Les pro-Palestiniens, pour la plupart jeunes et très à gauche, restent minoritaires au Congrès. "Ils n’ont pas gagné plus d’influence, mais ils ont réussi à susciter davantage de débats critiques sur l’action d’Israël", estime le professeur Michael Kazin, spécialiste du Parti démocrate à l’université de Georgetown. A mesure que la crise humanitaire s’aggrave, les divisions s’accentuent dans le camp Biden. "Les attaques contre le gouvernement israélien s’intensifient, poursuit le Pr Kazin. Près de la majorité des élus démocrates sont en faveur d’un cessez-le-feu et veulent un président plus ferme." Ce qui reflète l’opinion de leurs électeurs. Selon un sondage, seulement 32 % d’entre eux se disent favorables à la livraison d’armes à Israël, une baisse de 15 points depuis octobre.
Le Congrès continue cependant à soutenir en bloc la politique de l’administration. En avril, la Chambre a voté pour une assistance militaire et humanitaire de 26 milliards de dollars à l’Etat hébreu. Seuls 37 démocrates, sur les 213, s’y sont opposés. "Dans un sens, c’est beaucoup, note Shadi Hamid, professeur d’études islamiques au Fuller Seminary.
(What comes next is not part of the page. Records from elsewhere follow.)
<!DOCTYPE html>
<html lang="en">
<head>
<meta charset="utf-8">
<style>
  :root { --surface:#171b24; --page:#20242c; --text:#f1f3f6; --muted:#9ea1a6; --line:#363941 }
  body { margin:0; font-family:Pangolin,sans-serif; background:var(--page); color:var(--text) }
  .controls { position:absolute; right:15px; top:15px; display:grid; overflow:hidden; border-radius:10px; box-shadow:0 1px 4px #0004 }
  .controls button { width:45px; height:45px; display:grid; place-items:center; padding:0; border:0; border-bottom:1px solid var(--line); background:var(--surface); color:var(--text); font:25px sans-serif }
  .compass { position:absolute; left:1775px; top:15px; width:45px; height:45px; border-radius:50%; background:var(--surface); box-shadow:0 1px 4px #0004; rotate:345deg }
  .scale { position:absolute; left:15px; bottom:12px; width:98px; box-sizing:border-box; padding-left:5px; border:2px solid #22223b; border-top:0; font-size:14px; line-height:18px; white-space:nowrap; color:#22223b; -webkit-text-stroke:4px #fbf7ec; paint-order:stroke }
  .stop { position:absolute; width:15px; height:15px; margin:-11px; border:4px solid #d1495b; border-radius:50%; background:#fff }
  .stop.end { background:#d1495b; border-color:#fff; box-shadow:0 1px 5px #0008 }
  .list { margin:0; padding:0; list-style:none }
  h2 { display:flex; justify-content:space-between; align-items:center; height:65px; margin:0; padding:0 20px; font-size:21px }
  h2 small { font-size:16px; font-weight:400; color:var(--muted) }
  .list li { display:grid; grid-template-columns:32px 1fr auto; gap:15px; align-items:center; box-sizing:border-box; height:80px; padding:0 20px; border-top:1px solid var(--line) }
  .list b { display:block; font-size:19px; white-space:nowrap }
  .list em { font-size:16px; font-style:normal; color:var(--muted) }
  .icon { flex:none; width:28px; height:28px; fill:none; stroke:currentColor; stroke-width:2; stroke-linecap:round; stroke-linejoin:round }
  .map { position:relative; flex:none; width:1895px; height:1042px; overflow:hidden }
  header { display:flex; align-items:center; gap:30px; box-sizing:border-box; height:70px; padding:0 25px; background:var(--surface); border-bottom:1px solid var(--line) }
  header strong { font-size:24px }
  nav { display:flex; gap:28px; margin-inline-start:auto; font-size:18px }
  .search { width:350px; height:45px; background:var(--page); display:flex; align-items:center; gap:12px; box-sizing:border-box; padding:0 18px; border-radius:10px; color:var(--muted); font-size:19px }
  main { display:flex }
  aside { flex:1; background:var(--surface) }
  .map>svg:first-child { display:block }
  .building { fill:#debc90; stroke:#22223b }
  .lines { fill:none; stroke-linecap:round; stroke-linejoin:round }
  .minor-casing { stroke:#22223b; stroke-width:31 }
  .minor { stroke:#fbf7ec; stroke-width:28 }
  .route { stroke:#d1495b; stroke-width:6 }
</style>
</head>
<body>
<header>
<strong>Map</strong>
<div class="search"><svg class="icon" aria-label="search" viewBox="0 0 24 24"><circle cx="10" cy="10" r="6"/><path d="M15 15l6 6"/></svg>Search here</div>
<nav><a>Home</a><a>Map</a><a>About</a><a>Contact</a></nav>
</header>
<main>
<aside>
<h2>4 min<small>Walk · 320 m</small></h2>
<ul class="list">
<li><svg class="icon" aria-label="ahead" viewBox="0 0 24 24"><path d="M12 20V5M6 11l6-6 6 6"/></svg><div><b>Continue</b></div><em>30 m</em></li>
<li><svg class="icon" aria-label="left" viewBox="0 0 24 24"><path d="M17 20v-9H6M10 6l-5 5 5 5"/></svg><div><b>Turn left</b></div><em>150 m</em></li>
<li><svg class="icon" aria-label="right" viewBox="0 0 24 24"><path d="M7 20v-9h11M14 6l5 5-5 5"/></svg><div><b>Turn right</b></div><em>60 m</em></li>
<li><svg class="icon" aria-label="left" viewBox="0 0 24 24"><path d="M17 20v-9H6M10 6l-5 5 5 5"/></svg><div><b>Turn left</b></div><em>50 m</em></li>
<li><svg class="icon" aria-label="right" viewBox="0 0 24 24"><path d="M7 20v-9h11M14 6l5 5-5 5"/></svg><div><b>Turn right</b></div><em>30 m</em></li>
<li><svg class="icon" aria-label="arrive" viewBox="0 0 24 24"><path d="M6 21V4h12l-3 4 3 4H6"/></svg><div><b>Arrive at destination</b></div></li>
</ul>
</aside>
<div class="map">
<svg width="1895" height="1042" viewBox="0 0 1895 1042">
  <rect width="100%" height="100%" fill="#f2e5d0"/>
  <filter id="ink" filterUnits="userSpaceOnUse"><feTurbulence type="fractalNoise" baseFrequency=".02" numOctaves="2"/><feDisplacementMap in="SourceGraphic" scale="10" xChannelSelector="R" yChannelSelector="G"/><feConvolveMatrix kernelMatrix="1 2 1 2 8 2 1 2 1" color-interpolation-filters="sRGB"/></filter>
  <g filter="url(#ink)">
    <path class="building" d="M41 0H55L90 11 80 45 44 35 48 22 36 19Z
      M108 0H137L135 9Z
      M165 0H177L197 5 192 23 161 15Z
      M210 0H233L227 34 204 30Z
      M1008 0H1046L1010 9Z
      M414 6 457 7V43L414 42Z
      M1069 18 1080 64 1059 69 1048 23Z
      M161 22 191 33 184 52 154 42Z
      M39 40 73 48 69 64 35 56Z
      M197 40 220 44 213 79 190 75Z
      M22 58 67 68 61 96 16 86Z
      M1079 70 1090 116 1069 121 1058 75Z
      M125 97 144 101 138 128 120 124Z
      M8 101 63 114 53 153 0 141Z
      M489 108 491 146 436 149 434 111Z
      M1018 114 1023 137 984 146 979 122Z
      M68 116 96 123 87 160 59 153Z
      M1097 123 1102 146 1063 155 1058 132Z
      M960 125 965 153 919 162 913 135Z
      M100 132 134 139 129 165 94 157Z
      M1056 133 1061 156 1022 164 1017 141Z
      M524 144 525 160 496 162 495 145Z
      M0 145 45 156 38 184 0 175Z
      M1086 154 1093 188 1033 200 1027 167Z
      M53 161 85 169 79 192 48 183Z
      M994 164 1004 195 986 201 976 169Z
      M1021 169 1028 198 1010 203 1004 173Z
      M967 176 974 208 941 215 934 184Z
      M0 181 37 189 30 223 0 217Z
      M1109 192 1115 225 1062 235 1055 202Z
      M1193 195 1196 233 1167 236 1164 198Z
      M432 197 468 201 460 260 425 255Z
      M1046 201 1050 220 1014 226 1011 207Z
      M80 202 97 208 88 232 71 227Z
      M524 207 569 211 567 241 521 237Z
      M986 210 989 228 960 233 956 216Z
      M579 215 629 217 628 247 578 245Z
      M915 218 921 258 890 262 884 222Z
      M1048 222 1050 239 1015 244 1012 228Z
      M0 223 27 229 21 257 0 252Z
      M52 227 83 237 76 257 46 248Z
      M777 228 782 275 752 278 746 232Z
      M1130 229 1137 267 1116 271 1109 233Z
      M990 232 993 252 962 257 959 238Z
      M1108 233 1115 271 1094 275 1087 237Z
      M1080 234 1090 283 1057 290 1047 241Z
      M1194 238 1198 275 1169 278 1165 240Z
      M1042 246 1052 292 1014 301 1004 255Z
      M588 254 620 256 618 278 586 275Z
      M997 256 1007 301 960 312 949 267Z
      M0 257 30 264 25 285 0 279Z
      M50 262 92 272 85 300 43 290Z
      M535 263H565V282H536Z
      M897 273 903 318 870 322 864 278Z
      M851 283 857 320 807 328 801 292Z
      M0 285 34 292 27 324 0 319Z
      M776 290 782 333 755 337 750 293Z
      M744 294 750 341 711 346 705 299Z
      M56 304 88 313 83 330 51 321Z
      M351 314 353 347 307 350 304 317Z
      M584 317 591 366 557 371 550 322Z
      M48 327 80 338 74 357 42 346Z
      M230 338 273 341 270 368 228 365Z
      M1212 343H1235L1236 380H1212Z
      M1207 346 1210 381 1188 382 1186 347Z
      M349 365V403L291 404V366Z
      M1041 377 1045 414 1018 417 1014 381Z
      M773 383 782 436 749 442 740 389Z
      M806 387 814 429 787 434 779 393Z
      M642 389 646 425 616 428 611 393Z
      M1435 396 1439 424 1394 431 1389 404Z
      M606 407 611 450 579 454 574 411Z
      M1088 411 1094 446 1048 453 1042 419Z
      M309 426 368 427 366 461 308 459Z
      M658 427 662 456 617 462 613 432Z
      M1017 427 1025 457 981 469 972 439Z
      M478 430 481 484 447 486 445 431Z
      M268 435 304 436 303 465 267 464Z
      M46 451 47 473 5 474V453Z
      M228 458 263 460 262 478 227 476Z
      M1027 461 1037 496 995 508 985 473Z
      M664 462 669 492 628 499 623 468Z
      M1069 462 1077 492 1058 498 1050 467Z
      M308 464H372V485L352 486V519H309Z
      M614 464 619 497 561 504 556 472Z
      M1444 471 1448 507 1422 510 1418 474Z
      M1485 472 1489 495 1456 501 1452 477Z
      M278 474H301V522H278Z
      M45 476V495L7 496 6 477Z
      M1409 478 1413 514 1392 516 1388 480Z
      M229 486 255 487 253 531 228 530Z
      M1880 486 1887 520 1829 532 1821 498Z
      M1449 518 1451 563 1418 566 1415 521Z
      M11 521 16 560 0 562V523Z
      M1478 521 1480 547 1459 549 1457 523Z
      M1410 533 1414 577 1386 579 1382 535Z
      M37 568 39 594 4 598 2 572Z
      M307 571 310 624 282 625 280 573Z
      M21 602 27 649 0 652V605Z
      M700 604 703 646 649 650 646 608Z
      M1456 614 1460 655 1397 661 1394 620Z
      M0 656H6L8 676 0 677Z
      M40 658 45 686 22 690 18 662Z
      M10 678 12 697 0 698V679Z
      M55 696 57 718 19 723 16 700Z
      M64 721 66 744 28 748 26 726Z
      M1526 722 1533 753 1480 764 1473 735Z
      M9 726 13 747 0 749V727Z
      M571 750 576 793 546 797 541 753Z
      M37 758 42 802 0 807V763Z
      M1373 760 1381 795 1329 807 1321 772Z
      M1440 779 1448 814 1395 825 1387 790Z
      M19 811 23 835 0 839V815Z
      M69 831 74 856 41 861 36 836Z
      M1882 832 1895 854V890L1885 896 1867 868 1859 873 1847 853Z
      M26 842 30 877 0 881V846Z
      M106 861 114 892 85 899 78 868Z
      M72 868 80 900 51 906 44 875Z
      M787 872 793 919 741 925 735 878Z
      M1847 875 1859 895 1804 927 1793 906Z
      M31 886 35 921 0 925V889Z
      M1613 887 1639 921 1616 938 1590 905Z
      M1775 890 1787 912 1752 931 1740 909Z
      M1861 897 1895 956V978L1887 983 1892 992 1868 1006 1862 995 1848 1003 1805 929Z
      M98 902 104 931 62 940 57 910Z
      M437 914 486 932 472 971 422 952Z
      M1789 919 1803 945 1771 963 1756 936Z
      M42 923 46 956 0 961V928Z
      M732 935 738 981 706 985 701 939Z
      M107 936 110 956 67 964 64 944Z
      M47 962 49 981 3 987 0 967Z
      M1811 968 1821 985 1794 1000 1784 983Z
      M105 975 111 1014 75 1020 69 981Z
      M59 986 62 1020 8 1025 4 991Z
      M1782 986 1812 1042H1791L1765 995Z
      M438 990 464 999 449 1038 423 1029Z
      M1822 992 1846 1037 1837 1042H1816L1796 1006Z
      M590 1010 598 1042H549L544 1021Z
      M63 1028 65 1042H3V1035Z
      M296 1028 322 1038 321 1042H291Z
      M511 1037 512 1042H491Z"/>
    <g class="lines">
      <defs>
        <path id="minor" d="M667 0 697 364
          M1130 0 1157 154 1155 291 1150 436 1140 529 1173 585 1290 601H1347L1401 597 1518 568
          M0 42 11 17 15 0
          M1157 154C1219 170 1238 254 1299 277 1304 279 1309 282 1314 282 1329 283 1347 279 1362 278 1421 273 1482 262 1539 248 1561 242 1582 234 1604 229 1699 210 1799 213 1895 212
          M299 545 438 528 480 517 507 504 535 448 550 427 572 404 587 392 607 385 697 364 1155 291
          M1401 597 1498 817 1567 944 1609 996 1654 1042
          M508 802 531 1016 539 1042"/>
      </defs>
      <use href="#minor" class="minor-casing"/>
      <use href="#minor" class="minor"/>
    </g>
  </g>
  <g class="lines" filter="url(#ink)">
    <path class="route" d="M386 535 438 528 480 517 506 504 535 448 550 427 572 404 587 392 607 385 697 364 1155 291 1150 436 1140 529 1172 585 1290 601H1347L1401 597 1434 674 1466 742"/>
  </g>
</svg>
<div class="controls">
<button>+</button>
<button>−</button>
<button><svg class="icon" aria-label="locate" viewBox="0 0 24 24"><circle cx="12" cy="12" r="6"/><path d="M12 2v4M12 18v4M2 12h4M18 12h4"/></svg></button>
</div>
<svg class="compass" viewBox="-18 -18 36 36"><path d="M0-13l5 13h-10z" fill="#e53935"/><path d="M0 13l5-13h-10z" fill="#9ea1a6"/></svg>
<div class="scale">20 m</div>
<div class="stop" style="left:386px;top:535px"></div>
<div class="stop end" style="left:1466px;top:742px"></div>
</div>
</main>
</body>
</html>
Voter contre une aide à Israël était naguère extraordinairement risqué." D’un autre côté, reconnaît-il, "37 semble un nombre faible" pour "une guerre aussi brutale et impopulaire". Le lobby pro-Israël se mobilise afin de torpiller la réélection en novembre prochain des opposants au gouvernement Netanyahou en finançant des candidats rivaux. Rashida Tlaib, dont la circonscription comprend un fort pourcentage d’Arabes américains, semble ne pas avoir d’adversaire sérieux, et a bénéficié d’un afflux de dons depuis qu’elle a été censurée. "On ne me fera pas taire", a-t-elle lancé à la Chambre.